Meski demikian Mohamad Ridwan, suaminya kerap mengingatkan untuk menjaga kewarasan mental di tengah pandemi. Menyiasati energi anak-anak mereka yang masih kecil dan kejenuhan istrinya, Ridwan membuat pembagian tugas di rumah dan sekali-sekali mengajak keluarga kecilnya berjalan-jalan dengan menggunakan sepeda dan menjaga jarak dengan orang lain.

Untuk mengetahui bagaimana situasi pendemi terakhir keduanya juga selalu mengamati pemberitaan yang bisa diakses lewat fasilitas yang disediakan kampus tempat Octorina melakukukan risetnya dan informasi dari pemerintah kota. “Ada aplikasi MeinKonstanz,  di sana juga ada informasi ter-update dari kota yang disampaikan sehingga kami juga mendapatkan informasi terbaru berkenaan dengan informasi COVID ini,“ kata Ridwan.

Baik keluarga Ridwan, Sharen maupun Daniel berharap pandemi corona segera berlalu.

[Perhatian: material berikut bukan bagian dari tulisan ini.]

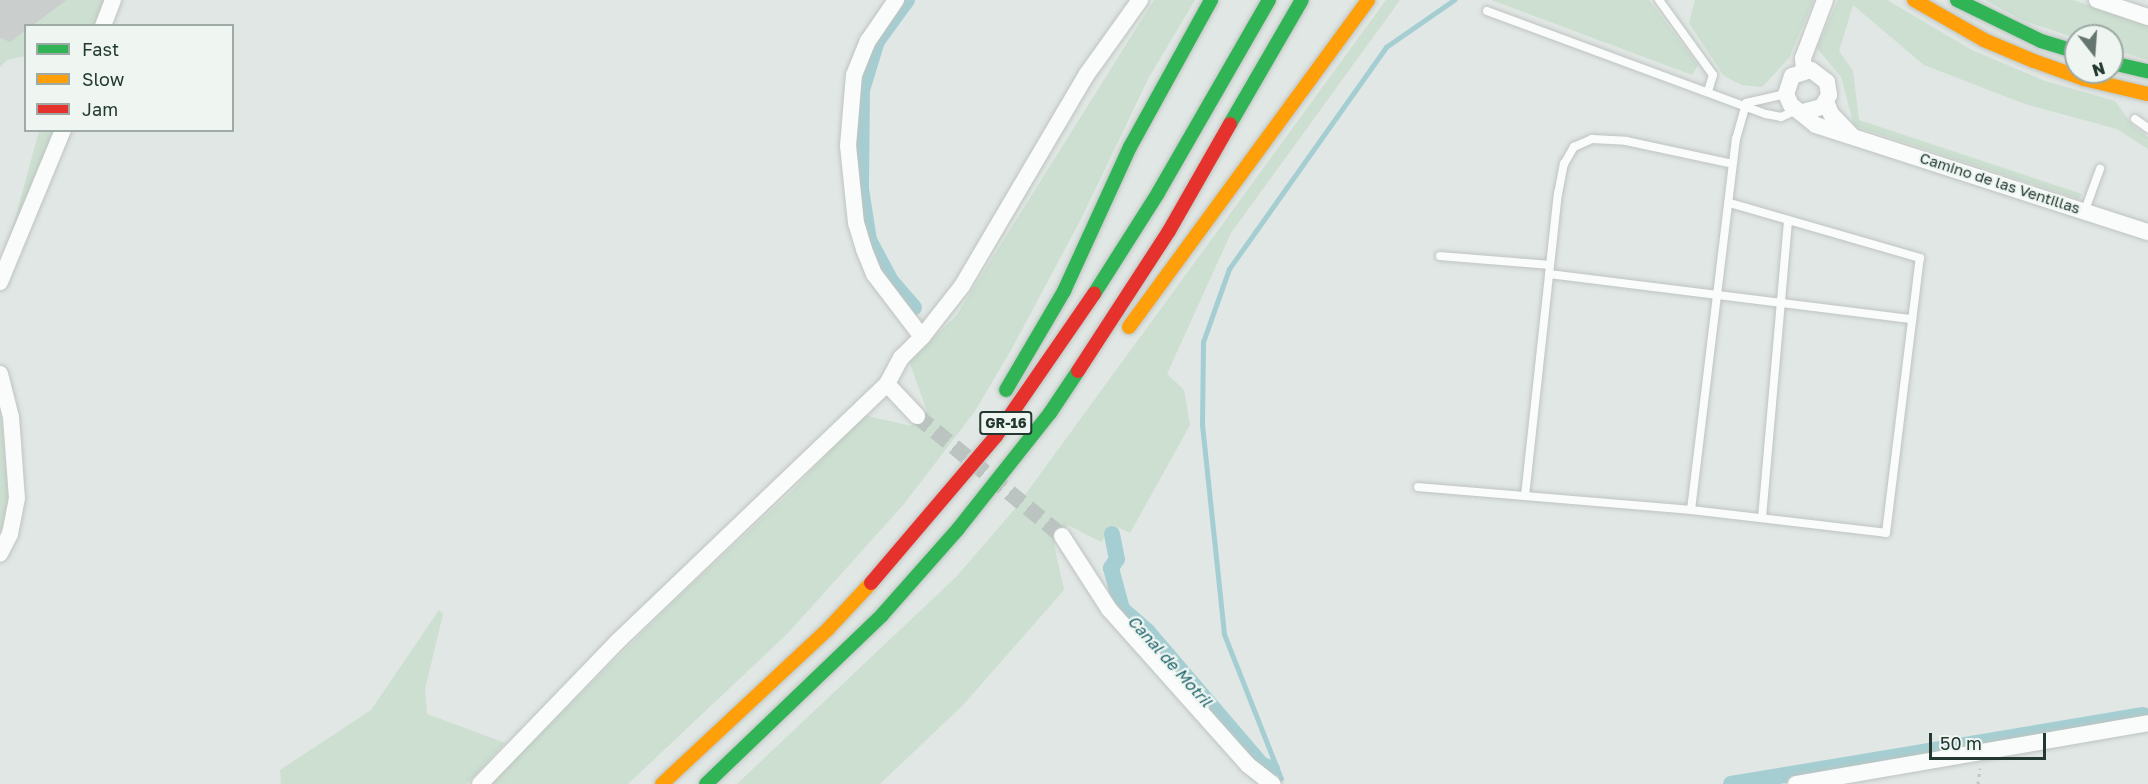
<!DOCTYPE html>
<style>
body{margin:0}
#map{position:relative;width:2148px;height:784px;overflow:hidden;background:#e1e7e4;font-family:"Golos Text",sans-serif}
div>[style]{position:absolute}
.green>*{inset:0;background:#ccdfd0}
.stream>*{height:4.5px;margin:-2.25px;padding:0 2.25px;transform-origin:2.25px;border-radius:2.25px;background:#a5ced2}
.canal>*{height:16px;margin:-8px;padding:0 8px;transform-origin:8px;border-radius:8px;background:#a5ced2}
.building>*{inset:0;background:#cacfcd}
.street-tunnel>*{height:16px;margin-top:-8px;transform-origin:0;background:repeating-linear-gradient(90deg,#bbc4c0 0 16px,transparent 0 24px)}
.path>*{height:3px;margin-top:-1.5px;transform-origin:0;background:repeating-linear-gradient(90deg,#bfc7c5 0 3px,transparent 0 7.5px)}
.roads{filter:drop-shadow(0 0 2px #bec4c1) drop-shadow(0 0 2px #bec4c1)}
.lane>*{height:8px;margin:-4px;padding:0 4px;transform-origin:4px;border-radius:4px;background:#fafbfb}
.street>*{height:16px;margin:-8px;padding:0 8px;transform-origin:8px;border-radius:8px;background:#fafbfb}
.fast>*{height:14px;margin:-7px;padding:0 7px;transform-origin:7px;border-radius:7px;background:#30b455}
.slow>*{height:14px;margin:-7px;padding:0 7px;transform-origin:7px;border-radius:7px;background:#ff9f0a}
.jam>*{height:14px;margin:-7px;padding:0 7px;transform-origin:7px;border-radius:7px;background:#e5322d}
span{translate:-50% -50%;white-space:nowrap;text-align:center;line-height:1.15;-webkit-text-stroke:4.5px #eff6f2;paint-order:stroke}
.shield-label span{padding:2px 4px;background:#eff6f2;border:2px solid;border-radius:4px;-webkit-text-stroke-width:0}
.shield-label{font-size:14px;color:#223831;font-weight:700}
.street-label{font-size:15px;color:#223831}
.water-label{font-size:16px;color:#21656e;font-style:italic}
.legend{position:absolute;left:24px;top:24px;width:210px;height:108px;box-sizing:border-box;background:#eff6f2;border:2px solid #9daaa5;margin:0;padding:8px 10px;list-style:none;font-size:18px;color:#223831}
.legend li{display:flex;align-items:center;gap:12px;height:30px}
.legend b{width:30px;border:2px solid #9daaa5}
.north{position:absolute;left:2064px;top:24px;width:60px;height:60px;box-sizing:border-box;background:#eff6f2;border:2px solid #9daaa5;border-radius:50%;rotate:163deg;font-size:16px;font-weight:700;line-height:24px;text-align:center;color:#223831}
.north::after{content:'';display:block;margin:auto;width:21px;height:27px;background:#657570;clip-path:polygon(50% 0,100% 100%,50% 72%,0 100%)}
.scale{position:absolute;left:1929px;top:733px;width:117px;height:27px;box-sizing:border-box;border:3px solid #223831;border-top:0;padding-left:8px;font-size:18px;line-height:21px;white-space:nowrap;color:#223831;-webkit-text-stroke:4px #eff6f2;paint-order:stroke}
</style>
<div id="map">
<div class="green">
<div style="clip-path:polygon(67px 0,109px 0,99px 25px,32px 26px)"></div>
<div style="clip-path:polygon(1154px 0,1195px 0,1148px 79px,1080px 221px,1011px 350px,975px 411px,904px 504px,788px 633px,628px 784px,490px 784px,675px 600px,792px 491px,864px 415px,911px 426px,927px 411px,909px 361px,956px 316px)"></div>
<div style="clip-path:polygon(1386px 0,1400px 0,1231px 233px,1167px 374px,1184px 390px,1190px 425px,1130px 533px,1113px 525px,1101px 542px,1068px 525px,1054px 544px,1064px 590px,963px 705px,880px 784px,737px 784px,956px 577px,1014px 510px)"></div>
<div style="clip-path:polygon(1491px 0,1649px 0,1698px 65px,1692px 75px)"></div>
<div style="clip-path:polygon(1695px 0,1814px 0,1789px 58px,1762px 87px,1742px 85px,1724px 76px,1689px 23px)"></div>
<div style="clip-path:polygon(1838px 0,1887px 0,1972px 50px,2045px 81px,2115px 101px,2133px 126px,2148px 137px,2148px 149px,2117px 129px,2025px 104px,1924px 65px,1853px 5px,1839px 51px,1853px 71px,1859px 120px,2082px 194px,2079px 199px,1854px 126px,1841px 77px,1817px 48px)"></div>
<div style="clip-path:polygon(1985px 0,2072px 0,2148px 23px,2148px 60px,2112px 49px,2112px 36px,2076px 38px,2024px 21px)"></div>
<div style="clip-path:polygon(25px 30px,25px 56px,7px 60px,0 67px,0 38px)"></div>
<div style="clip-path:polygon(39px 131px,58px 131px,8px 245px)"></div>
<div style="clip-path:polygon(0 401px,9px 508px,0 534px)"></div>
<div style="clip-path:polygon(439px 610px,443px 614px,425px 689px,427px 714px,505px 743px,467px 784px,281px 784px,280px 770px,371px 710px)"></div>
</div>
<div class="stream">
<div style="left:1281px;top:779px;width:156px;rotate:-111.5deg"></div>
<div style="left:1224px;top:634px;width:210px;rotate:-96deg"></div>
<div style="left:1202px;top:425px;width:83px;rotate:-89.3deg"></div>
<div style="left:1203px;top:342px;width:77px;rotate:-70.4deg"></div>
<div style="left:1229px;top:269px;width:272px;rotate:-54.7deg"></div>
<div style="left:1386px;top:47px;width:83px;rotate:-34.7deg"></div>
</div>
<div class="canal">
<div style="left:907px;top:0;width:51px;rotate:126.2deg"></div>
<div style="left:877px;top:41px;width:51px;rotate:107deg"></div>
<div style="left:862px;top:90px;width:99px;rotate:90.6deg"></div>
<div style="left:861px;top:189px;width:52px;rotate:81.1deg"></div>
<div style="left:869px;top:240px;width:47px;rotate:61.8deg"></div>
<div style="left:891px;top:281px;width:35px;rotate:49deg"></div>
<div style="left:1112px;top:534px;width:25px;rotate:79deg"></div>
<div style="left:1117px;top:559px;width:11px;rotate:124deg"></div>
<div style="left:1111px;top:568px;width:42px;rotate:75deg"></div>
<div style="left:1122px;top:609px;width:35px;rotate:41deg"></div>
<div style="left:1148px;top:632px;width:174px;rotate:49.4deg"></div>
<div style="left:1261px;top:764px;width:12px;rotate:24deg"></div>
<div style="left:1731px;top:784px;width:418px;rotate:-9.5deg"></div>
</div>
<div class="building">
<div style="clip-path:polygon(0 0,67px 0,32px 26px,26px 26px,26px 30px,10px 42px,0 38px)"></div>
</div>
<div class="street-tunnel">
<div style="left:917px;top:416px;width:188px;rotate:39.6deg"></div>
</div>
<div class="path">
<div style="left:1978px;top:784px;width:16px;rotate:-83deg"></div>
</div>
<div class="roads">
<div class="lane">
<div style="left:1659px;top:0;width:92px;rotate:54.2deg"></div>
<div style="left:1713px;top:75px;width:17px;rotate:107deg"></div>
<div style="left:1487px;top:11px;width:297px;rotate:20.3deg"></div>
<div style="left:1766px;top:114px;width:15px;rotate:11deg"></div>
<div style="left:1781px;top:117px;width:17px;rotate:-24deg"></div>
<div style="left:1746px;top:103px;width:41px;rotate:-12.7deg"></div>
<div style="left:2135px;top:119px;width:16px;rotate:35deg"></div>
<div style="left:2085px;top:210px;width:44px;rotate:-69.9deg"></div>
<div style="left:1440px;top:256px;width:110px;rotate:4.7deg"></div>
<div style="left:1549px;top:274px;width:366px;rotate:7.1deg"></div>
<div style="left:1418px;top:487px;width:274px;rotate:4.8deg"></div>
<div style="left:1691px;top:510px;width:374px;rotate:-83.1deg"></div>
<div style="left:1736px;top:139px;width:37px;rotate:-74deg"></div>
<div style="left:1525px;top:496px;width:304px;rotate:-83.8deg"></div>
<div style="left:1558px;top:194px;width:31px;rotate:-79deg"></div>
<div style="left:1564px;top:164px;width:20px;rotate:-60deg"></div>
<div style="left:1574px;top:147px;width:20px;rotate:-24deg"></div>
<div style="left:1592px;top:139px;width:34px;rotate:3deg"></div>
<div style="left:1626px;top:141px;width:109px;rotate:12.1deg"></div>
<div style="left:1691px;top:510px;width:196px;rotate:6.7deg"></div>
<div style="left:1886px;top:533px;width:277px;rotate:-83deg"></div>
<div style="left:1920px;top:258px;width:199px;rotate:-163.9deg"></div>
<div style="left:1762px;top:518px;width:299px;rotate:-85deg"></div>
</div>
<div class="street">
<div style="left:2097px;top:0;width:54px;rotate:18.4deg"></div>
<div style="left:103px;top:26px;width:28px;rotate:-69deg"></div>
<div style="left:1804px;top:70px;width:12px;rotate:-95deg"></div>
<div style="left:1803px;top:58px;width:62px;rotate:-69.2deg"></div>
<div style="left:1826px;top:102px;width:13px;rotate:67deg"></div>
<div style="left:1831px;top:114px;width:29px;rotate:46deg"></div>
<div style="left:1803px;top:112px;width:20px;rotate:-15deg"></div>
<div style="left:1822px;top:107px;width:14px;rotate:-60deg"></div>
<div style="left:1829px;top:95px;width:13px;rotate:-99deg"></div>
<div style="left:1827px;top:82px;width:20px;rotate:-143deg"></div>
<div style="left:1811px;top:70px;width:20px;rotate:162deg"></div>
<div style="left:1792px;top:76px;width:19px;rotate:108deg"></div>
<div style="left:1786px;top:94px;width:12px;rotate:66deg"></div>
<div style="left:1791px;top:105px;width:32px;rotate:39deg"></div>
<div style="left:1816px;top:125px;width:349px;rotate:17.9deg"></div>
<div style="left:0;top:282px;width:165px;rotate:-67.5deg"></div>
<div style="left:922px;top:337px;width:65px;rotate:-51.9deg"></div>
<div style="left:962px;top:286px;width:246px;rotate:-59.5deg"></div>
<div style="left:1087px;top:74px;width:91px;rotate:-54.4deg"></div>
<div style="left:0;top:374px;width:44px;rotate:75.7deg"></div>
<div style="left:11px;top:417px;width:81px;rotate:85.8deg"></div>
<div style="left:17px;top:498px;width:37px;rotate:101deg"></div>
<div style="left:10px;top:534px;width:22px;rotate:117deg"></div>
<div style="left:887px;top:384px;width:44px;rotate:46.8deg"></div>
<div style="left:1062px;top:536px;width:87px;rotate:57.2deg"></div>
<div style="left:1109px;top:609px;width:209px;rotate:48.3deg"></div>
<div style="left:1248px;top:765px;width:31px;rotate:38deg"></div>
<div style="left:480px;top:784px;width:197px;rotate:-46deg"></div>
<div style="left:617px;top:642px;width:373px;rotate:-43.7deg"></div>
<div style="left:887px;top:384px;width:30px;rotate:-62deg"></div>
<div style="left:901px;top:358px;width:30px;rotate:-45deg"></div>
<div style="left:922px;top:337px;width:79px;rotate:-127.3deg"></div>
<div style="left:874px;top:274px;width:27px;rotate:-112deg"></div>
<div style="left:864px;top:249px;width:27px;rotate:-107deg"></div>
<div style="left:856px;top:223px;width:77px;rotate:-95.9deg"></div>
<div style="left:848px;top:146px;width:71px;rotate:-85.2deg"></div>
<div style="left:854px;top:75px;width:37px;rotate:-68deg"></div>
<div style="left:868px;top:41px;width:50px;rotate:-55.7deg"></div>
<div style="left:1796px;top:784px;width:357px;rotate:-9.8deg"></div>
</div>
<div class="fast">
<div style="left:1957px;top:0;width:93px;rotate:26deg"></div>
<div style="left:2041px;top:41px;width:37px;rotate:17deg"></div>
<div style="left:2112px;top:63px;width:37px;rotate:13deg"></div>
<div style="left:1230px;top:124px;width:143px;rotate:-59.9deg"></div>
<div style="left:1094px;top:294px;width:120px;rotate:-57.6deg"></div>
<div style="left:1158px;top:193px;width:223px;rotate:-60.1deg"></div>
<div style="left:1006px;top:390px;width:115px;rotate:-59.6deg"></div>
<div style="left:1064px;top:291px;width:158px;rotate:-65.4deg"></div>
<div style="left:1130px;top:147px;width:168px;rotate:-61.1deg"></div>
<div style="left:706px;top:784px;width:244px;rotate:-43.8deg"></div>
<div style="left:882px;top:615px;width:115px;rotate:-48.5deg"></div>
<div style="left:958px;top:529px;width:148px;rotate:-51.6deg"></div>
<div style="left:1050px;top:413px;width:50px;rotate:-56.3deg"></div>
</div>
<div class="slow">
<div style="left:1914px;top:0;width:81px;rotate:29.7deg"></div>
<div style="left:1984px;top:40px;width:54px;rotate:22.8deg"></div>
<div style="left:2034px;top:61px;width:53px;rotate:19.8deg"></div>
<div style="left:2084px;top:79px;width:66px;rotate:13.2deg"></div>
<div style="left:1129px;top:327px;width:405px;rotate:-53.8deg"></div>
<div style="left:662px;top:784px;width:227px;rotate:-43deg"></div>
<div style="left:828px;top:629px;width:63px;rotate:-46.9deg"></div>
</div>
<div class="jam">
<div style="left:1078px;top:371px;width:167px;rotate:-57deg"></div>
<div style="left:1169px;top:231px;width:123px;rotate:-60.3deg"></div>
<div style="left:871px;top:583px;width:193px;rotate:-49.6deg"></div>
<div style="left:996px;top:436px;width:173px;rotate:-55.4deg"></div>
</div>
</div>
<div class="shield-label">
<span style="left:1006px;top:423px">GR-16</span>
</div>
<div class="street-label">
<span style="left:2000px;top:183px;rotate:18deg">Camino de las Ventillas</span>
</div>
<div class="water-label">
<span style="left:1170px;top:661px;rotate:48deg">Canal de Motril</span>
</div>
<ul class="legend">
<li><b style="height:8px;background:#30b455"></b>Fast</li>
<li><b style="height:8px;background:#ff9f0a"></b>Slow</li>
<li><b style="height:8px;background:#e5322d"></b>Jam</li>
</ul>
<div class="north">N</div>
<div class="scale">50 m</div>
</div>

Daniel yang hanya mengandalkan 67% gaji setelah pemotongan pegawai di perusahaan tempatnya bekerja beberapa bulan terakhir ini mengaku hanya bisa berusaha agar tetap bisa menjaga kesehatannya, baik fisik maupun mental. Ia berpisah dengan kekasihnya di pertengahan tahun lalu. “Karena sama-sama diam di rumah ya mau tidak mau meletup masalah-masalah, dari masalah kecil hingga ribut besar. Sekarang kami berpisah sementara,“ ujarnya sendu. “Kini tiap hari saya mengisi hari dengan tetap olahraga, sendirian. Berkomunikasi lewat intrenet dengan keluarga dan kawan di kampunghalaman. Saya tahu lockdown ini membuat pikiran saya serasa gila. Meraba-raba apa yang terjadi di masa depan. Tapi bukan tidak mungkin suatu saat ketika pendemi usai, saya rindu masa-masa sepi ini, siapa tahu?” kata Daniel sambil tersenyum.

Kanselir Jerman, Angela Merkel dan perdana menteri 16 negara bagian sepakat memperpanjang lockdown hingga 14 Februari. Langkah ini diikuti aturan baru yang lebih ketat termasuk wajib pakai masker filter di ruang publik. Hari kasih sayang tahun ini alias hari Valentine akan dilewati di rumah saja. "Dengan diam di rumah, itu tandanya kasih sayang pada semua orang di sekitar kita, tak terbatas pada kekasih saja, Kita jaga kesehatan kita sendiri dan orang lain, itu makna hari kasih sayang yang sesungguhnya menurut saya, " pungkas Daniel.